◆ **Problem**:
List all lines of the data containing the word "lists".

◆ **Data for analysis**:
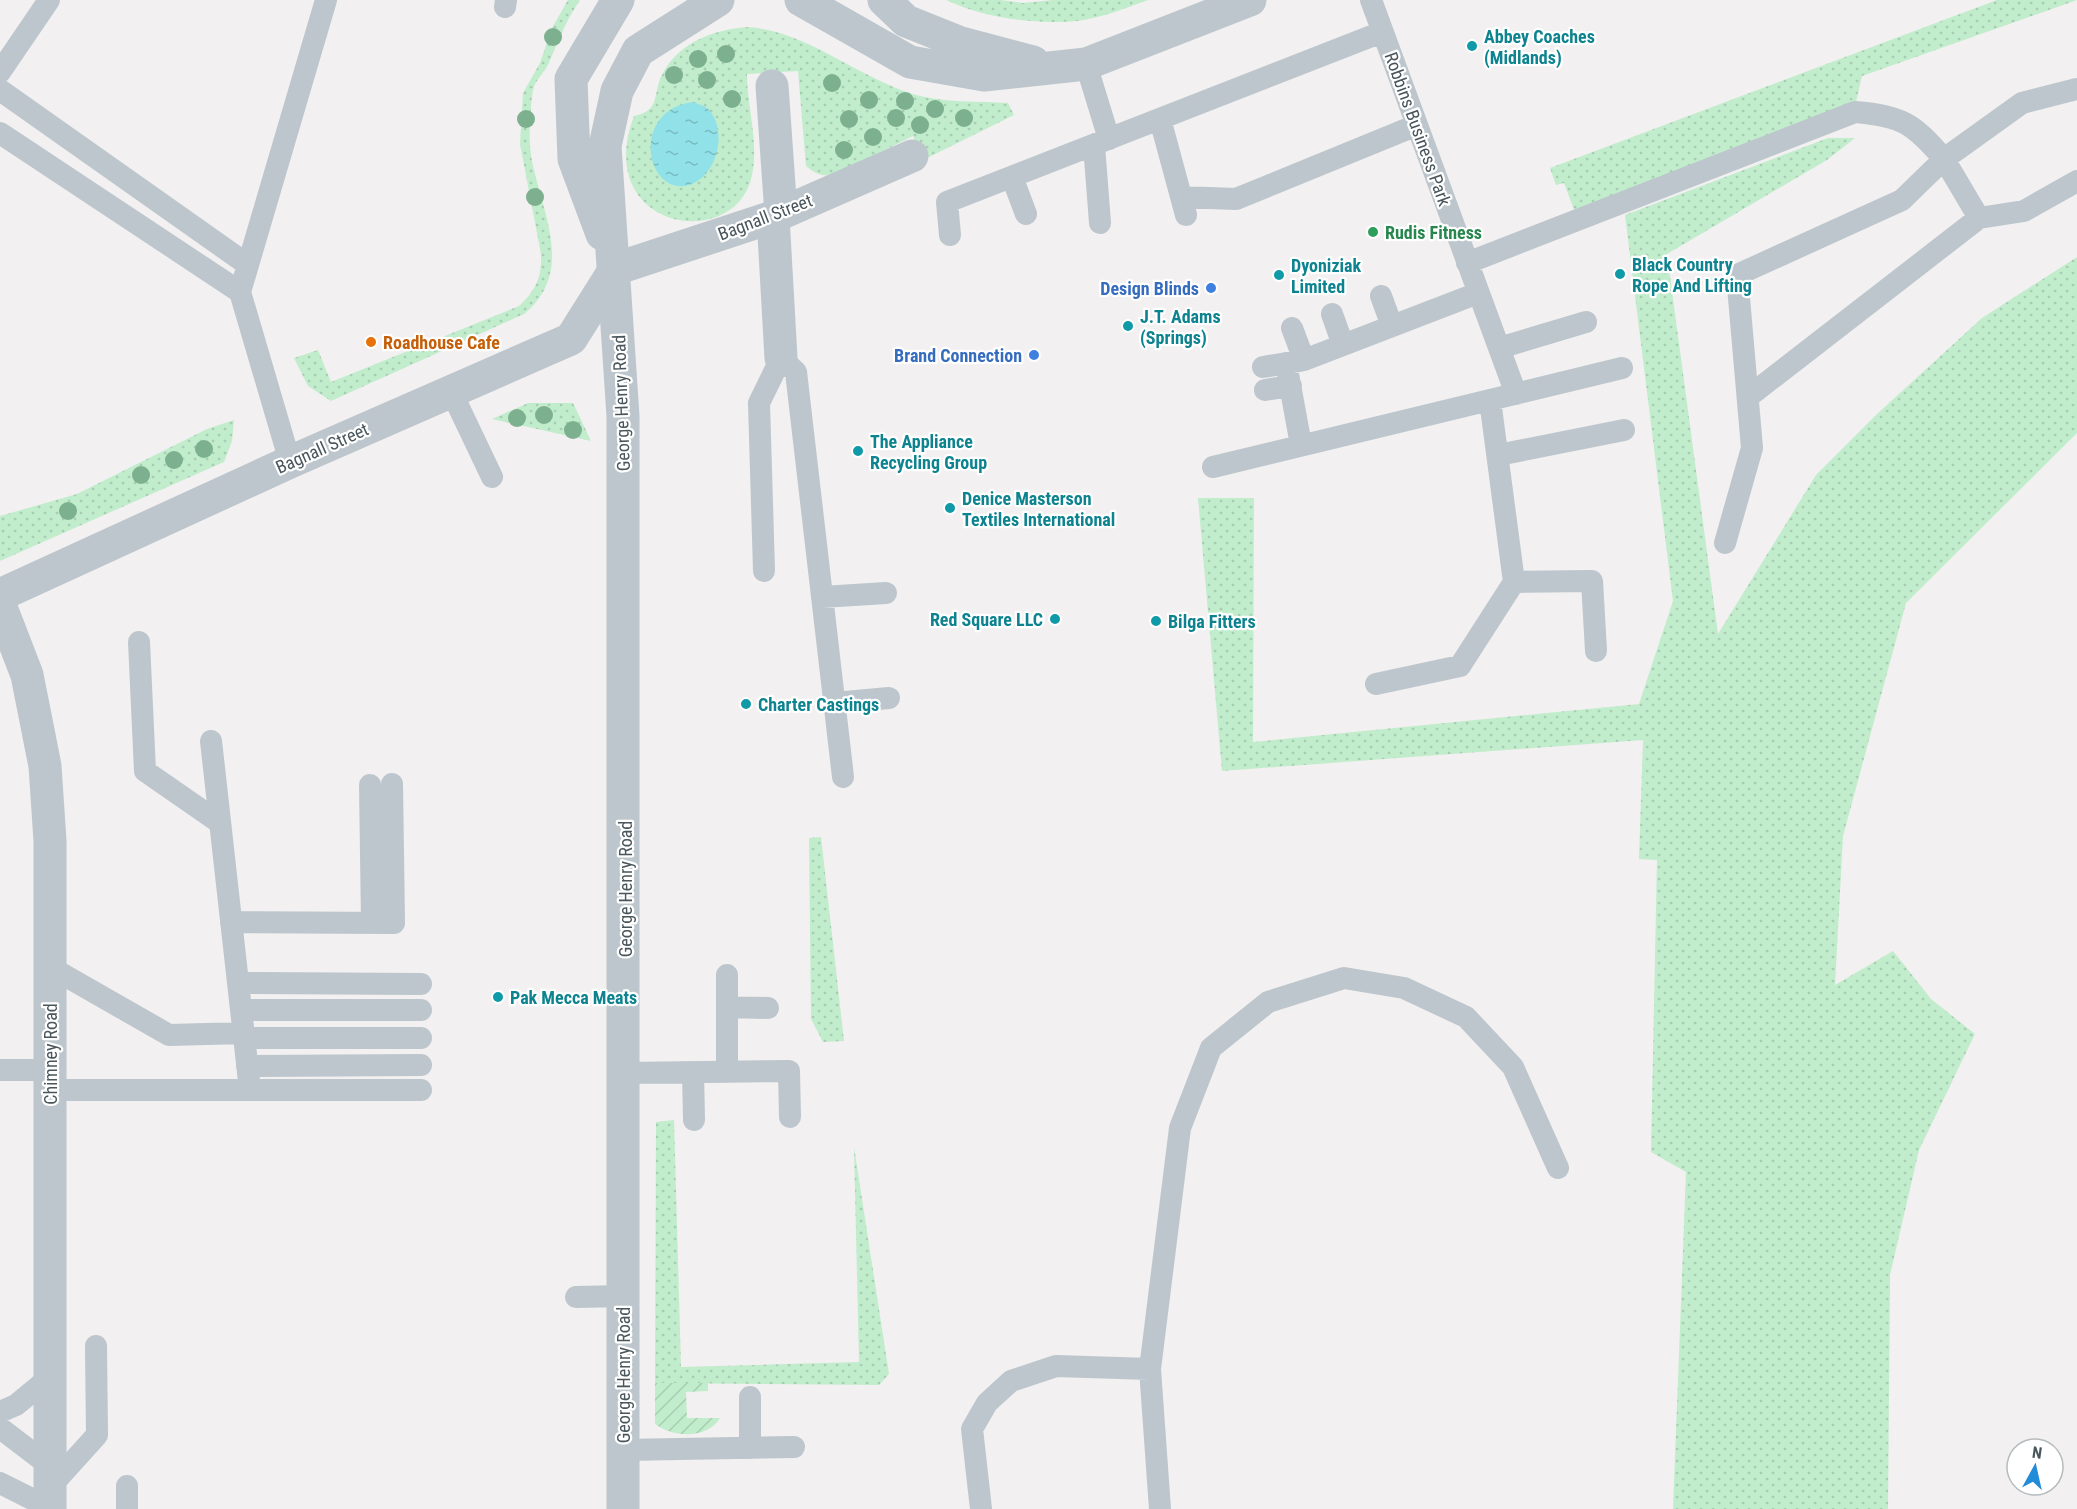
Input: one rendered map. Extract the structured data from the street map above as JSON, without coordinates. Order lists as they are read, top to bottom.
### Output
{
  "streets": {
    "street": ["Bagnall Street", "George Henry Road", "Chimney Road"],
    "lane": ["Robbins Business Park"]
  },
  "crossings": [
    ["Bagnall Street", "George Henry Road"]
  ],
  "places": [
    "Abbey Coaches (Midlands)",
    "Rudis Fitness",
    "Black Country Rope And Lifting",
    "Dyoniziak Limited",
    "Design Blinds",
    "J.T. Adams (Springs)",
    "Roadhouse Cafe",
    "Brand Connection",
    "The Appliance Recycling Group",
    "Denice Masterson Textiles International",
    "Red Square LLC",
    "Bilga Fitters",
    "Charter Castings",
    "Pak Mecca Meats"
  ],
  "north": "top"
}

* * *

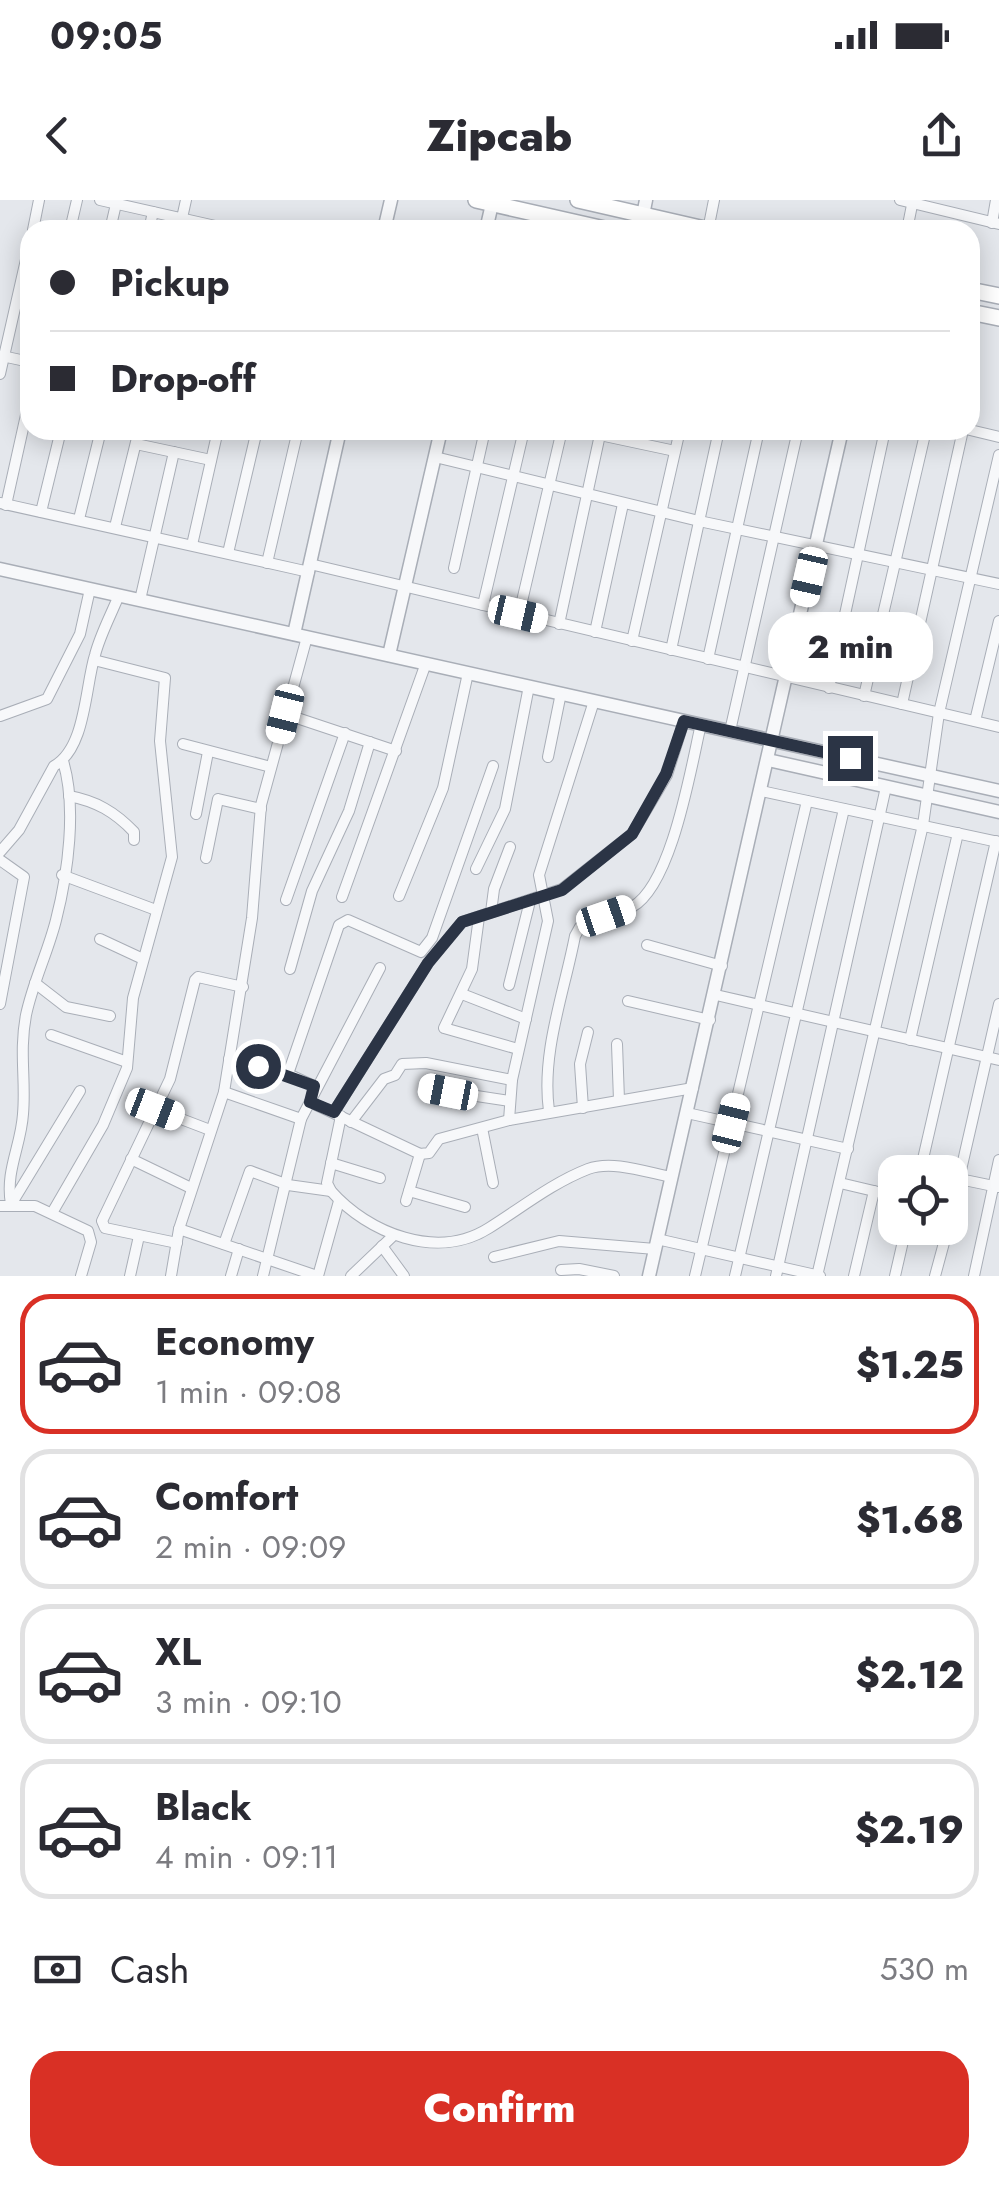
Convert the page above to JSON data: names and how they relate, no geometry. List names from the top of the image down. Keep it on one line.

==

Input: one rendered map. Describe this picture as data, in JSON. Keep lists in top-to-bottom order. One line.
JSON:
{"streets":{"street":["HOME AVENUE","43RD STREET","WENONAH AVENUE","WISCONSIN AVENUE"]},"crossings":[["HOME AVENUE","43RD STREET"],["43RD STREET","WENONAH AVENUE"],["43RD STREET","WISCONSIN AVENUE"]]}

◆ **Output for this exercise**:
Input: one rendered map. Extract the structured data from the street map above as JSON, without coordinates. Order lists as they are read, top to bottom.
Input: one rendered map. Describe this picture as data, in JSON. Keep lists in top-to-bottom order. One line.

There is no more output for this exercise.